You would answer inquiries from several interviewers in a panel interview type. People from several departments or specialties may be on the interview panel. The panel typically decides whether to choose you for the position as a whole. For instance, a project manager, human resources manager, and expert in the field might be on the interview panel. The project manager may concentrate on your team fitness, the human resources manager may assess your long-term career aspirations and compensation expectations, and the subject area expert may assess your depth of knowledge.

Preparation Tips

In a panel interview, you must astonish each interviewer to improve your chances of getting the job. When you walk inside the interview room, say hello to the panel members. Maintain eye contact with every panelist throughout this interview type. However, address the interviewer who posed the question to you directly in your response. Make sure your responses to inquiries and rebuttals from various interviewers are uniform.

Group interviews

Companies interview multiple candidates at once in this interview type. Group interview types are frequently used by businesses when they need to hire several candidates quickly. The interviewer has the option of posing questions to the whole group at once or to each candidate separately. To evaluate your interpersonal, teamwork, and communication abilities, they might also invite you to engage in conversation with other applicants or even assign you a task to do in a group.

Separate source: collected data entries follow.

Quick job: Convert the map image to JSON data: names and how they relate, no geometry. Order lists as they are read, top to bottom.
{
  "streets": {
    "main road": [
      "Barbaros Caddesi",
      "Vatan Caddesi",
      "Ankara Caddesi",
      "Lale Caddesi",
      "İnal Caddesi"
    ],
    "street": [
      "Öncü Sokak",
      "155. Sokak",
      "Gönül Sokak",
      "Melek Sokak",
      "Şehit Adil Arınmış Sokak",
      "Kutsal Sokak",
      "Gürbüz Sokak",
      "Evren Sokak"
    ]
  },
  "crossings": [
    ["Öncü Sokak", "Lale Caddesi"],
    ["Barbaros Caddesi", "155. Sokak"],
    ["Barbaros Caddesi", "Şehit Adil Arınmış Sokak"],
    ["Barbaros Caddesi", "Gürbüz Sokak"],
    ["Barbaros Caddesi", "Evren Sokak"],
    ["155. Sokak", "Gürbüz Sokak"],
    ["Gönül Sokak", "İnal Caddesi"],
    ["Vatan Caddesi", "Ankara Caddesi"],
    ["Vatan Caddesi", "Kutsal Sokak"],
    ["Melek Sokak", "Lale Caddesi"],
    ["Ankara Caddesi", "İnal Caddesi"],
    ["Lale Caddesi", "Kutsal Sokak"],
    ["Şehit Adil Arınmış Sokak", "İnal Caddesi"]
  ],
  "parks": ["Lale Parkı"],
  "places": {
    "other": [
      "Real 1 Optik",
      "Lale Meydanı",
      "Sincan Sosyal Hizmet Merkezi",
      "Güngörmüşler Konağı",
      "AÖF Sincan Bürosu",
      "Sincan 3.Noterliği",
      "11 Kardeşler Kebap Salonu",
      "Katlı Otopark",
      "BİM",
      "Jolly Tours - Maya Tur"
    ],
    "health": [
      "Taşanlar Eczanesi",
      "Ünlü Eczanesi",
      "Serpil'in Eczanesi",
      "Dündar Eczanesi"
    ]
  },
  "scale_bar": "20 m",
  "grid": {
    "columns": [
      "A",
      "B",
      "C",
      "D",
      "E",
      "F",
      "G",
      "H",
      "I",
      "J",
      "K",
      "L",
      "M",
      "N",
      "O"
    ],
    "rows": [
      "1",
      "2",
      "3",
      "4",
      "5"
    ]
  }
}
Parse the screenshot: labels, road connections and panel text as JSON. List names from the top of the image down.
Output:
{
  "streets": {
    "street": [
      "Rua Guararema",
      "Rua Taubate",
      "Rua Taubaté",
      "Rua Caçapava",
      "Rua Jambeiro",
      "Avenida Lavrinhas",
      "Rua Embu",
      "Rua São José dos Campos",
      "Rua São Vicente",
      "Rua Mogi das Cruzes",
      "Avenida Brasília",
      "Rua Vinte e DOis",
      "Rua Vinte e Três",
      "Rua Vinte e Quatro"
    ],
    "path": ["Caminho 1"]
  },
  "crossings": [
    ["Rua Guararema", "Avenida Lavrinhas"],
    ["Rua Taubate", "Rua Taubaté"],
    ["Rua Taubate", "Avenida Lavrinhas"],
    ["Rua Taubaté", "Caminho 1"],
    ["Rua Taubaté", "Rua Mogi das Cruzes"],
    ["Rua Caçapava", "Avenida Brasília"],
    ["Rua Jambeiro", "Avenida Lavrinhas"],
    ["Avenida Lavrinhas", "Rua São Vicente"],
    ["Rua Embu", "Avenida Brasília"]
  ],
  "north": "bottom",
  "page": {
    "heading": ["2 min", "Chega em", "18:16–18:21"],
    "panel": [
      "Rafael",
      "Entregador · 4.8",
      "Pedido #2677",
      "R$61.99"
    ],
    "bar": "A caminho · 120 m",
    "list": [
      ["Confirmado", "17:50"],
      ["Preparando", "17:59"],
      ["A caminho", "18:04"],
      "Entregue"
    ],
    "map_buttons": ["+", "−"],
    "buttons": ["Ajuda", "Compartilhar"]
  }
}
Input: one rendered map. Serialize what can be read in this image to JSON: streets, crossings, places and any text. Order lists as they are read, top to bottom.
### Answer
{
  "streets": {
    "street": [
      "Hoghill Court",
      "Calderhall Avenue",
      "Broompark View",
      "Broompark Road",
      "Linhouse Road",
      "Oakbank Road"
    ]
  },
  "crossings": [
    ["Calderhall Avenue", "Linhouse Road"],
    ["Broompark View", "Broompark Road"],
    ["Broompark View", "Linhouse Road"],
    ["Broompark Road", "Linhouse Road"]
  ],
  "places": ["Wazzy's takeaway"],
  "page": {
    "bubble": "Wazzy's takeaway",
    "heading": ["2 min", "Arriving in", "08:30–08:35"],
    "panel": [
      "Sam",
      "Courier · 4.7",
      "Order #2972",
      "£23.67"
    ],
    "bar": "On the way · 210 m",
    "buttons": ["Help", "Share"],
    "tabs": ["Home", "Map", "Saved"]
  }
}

For instance, the interviewer can request that all of the applicants break up into many small teams. To comprehend one another, each team may need to engage with its members. The person conducting this interview type may ask each applicant for their perspective on who would make an excellent leader for their team and the reason why after giving the group some opportunity to talk.

Preparation Tips

Look for opportunities to differentiate yourself from other candidates in a group interview type. Whenever necessary, state your opinion plainly and authoritatively. Pay close attention to what others are saying. Be courteous to opposing candidates and respect their opinions. Make an effort to come across as a happy person with a proactive mindset.

Telephone interviews

Companies frequently employ telephone interview types to narrow down potential candidates for a later in-person interview. Employers might perform the telephone interview in the first phase of interviews when there are numerous rounds scheduled for a vacancy. They might inquire about your background and the reasons you applied for the employment, among other simple things. They might call you for an in-person interview type if they choose to proceed with your choice.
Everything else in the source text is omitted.